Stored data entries
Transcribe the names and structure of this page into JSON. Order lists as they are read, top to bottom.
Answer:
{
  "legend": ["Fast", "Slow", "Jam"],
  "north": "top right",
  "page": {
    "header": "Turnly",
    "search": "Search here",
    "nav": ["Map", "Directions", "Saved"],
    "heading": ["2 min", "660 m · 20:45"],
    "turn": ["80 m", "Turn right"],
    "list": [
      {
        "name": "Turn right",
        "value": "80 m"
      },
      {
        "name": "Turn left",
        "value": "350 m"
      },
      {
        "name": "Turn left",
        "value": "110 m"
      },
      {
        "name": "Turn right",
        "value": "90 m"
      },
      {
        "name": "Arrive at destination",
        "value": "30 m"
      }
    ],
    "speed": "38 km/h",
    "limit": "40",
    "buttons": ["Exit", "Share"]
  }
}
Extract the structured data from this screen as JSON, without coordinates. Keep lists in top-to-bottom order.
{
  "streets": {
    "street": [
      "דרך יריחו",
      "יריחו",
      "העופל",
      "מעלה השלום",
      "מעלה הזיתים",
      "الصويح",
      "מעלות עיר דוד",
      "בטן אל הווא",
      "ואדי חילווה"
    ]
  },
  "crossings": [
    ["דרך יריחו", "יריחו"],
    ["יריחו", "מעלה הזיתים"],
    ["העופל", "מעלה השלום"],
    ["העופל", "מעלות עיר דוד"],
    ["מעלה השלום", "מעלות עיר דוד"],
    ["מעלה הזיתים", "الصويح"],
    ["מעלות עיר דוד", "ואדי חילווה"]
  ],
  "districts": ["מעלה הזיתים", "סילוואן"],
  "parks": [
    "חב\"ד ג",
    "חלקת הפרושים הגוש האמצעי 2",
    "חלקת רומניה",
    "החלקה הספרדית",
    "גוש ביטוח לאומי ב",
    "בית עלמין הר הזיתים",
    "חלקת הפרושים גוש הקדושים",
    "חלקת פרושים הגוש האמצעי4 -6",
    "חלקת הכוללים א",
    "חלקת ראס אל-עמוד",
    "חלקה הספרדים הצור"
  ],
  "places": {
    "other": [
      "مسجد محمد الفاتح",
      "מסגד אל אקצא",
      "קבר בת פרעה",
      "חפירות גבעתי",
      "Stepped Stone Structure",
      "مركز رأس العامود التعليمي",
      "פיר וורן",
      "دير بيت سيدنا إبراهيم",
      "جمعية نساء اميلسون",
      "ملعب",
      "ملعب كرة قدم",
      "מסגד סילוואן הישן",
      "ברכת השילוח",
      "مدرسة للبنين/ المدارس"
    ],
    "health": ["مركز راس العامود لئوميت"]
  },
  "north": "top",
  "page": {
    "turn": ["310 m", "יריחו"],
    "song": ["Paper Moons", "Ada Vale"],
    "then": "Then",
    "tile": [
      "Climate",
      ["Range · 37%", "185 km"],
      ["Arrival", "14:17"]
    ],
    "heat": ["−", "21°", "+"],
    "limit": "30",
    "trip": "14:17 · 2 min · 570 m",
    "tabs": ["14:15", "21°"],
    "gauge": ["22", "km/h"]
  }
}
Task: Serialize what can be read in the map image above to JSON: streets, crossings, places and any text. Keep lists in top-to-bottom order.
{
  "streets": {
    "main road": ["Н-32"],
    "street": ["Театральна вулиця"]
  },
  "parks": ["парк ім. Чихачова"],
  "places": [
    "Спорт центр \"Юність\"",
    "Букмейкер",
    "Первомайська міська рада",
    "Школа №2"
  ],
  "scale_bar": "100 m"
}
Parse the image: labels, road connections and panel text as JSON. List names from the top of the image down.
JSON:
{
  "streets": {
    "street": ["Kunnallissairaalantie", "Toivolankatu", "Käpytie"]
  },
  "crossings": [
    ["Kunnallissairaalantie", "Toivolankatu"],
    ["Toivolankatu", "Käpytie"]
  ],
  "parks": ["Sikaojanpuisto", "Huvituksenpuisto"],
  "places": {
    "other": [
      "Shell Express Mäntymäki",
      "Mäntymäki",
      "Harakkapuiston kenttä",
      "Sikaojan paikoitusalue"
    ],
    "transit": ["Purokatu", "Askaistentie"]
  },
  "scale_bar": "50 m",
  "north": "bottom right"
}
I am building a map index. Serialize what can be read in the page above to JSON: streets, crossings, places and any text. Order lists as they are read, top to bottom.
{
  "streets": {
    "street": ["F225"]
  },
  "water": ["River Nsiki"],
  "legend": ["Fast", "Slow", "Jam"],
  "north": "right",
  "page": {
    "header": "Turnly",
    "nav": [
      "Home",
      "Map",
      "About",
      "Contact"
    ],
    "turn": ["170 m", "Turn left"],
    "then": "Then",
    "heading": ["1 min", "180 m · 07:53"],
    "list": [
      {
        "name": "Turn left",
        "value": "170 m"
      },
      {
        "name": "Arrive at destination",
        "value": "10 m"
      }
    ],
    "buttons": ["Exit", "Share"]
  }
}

§ Directions: Line by line, set the records above down again exactly.

§ Output of the exercise:
Transcribe the names and structure of this page into JSON. Order lists as they are read, top to bottom.
Answer:
{
  "legend": ["Fast", "Slow", "Jam"],
  "north": "top right",
  "page": {
    "header": "Turnly",
    "search": "Search here",
    "nav": ["Map", "Directions", "Saved"],
    "heading": ["2 min", "660 m · 20:45"],
    "turn": ["80 m", "Turn right"],
    "list": [
      {
        "name": "Turn right",
        "value": "80 m"
      },
      {
        "name": "Turn left",
        "value": "350 m"
      },
      {
        "name": "Turn left",
        "value": "110 m"
      },
      {
        "name": "Turn right",
        "value": "90 m"
      },
      {
        "name": "Arrive at destination",
        "value": "30 m"
      }
    ],
    "speed": "38 km/h",
    "limit": "40",
    "buttons": ["Exit", "Share"]
  }
}
Extract the structured data from this screen as JSON, without coordinates. Keep lists in top-to-bottom order.
{
  "streets": {
    "street": [
      "דרך יריחו",
      "יריחו",
      "העופל",
      "מעלה השלום",
      "מעלה הזיתים",
      "الصويح",
      "מעלות עיר דוד",
      "בטן אל הווא",
      "ואדי חילווה"
    ]
  },
  "crossings": [
    ["דרך יריחו", "יריחו"],
    ["יריחו", "מעלה הזיתים"],
    ["העופל", "מעלה השלום"],
    ["העופל", "מעלות עיר דוד"],
    ["מעלה השלום", "מעלות עיר דוד"],
    ["מעלה הזיתים", "الصويح"],
    ["מעלות עיר דוד", "ואדי חילווה"]
  ],
  "districts": ["מעלה הזיתים", "סילוואן"],
  "parks": [
    "חב\"ד ג",
    "חלקת הפרושים הגוש האמצעי 2",
    "חלקת רומניה",
    "החלקה הספרדית",
    "גוש ביטוח לאומי ב",
    "בית עלמין הר הזיתים",
    "חלקת הפרושים גוש הקדושים",
    "חלקת פרושים הגוש האמצעי4 -6",
    "חלקת הכוללים א",
    "חלקת ראס אל-עמוד",
    "חלקה הספרדים הצור"
  ],
  "places": {
    "other": [
      "مسجد محمد الفاتح",
      "מסגד אל אקצא",
      "קבר בת פרעה",
      "חפירות גבעתי",
      "Stepped Stone Structure",
      "مركز رأس العامود التعليمي",
      "פיר וורן",
      "دير بيت سيدنا إبراهيم",
      "جمعية نساء اميلسون",
      "ملعب",
      "ملعب كرة قدم",
      "מסגד סילוואן הישן",
      "ברכת השילוח",
      "مدرسة للبنين/ المدارس"
    ],
    "health": ["مركز راس العامود لئوميت"]
  },
  "north": "top",
  "page": {
    "turn": ["310 m", "יריחו"],
    "song": ["Paper Moons", "Ada Vale"],
    "then": "Then",
    "tile": [
      "Climate",
      ["Range · 37%", "185 km"],
      ["Arrival", "14:17"]
    ],
    "heat": ["−", "21°", "+"],
    "limit": "30",
    "trip": "14:17 · 2 min · 570 m",
    "tabs": ["14:15", "21°"],
    "gauge": ["22", "km/h"]
  }
}
Task: Serialize what can be read in the map image above to JSON: streets, crossings, places and any text. Keep lists in top-to-bottom order.
{
  "streets": {
    "main road": ["Н-32"],
    "street": ["Театральна вулиця"]
  },
  "parks": ["парк ім. Чихачова"],
  "places": [
    "Спорт центр \"Юність\"",
    "Букмейкер",
    "Первомайська міська рада",
    "Школа №2"
  ],
  "scale_bar": "100 m"
}
Parse the image: labels, road connections and panel text as JSON. List names from the top of the image down.
JSON:
{
  "streets": {
    "street": ["Kunnallissairaalantie", "Toivolankatu", "Käpytie"]
  },
  "crossings": [
    ["Kunnallissairaalantie", "Toivolankatu"],
    ["Toivolankatu", "Käpytie"]
  ],
  "parks": ["Sikaojanpuisto", "Huvituksenpuisto"],
  "places": {
    "other": [
      "Shell Express Mäntymäki",
      "Mäntymäki",
      "Harakkapuiston kenttä",
      "Sikaojan paikoitusalue"
    ],
    "transit": ["Purokatu", "Askaistentie"]
  },
  "scale_bar": "50 m",
  "north": "bottom right"
}
I am building a map index. Serialize what can be read in the page above to JSON: streets, crossings, places and any text. Order lists as they are read, top to bottom.
{
  "streets": {
    "street": ["F225"]
  },
  "water": ["River Nsiki"],
  "legend": ["Fast", "Slow", "Jam"],
  "north": "right",
  "page": {
    "header": "Turnly",
    "nav": [
      "Home",
      "Map",
      "About",
      "Contact"
    ],
    "turn": ["170 m", "Turn left"],
    "then": "Then",
    "heading": ["1 min", "180 m · 07:53"],
    "list": [
      {
        "name": "Turn left",
        "value": "170 m"
      },
      {
        "name": "Arrive at destination",
        "value": "10 m"
      }
    ],
    "buttons": ["Exit", "Share"]
  }
}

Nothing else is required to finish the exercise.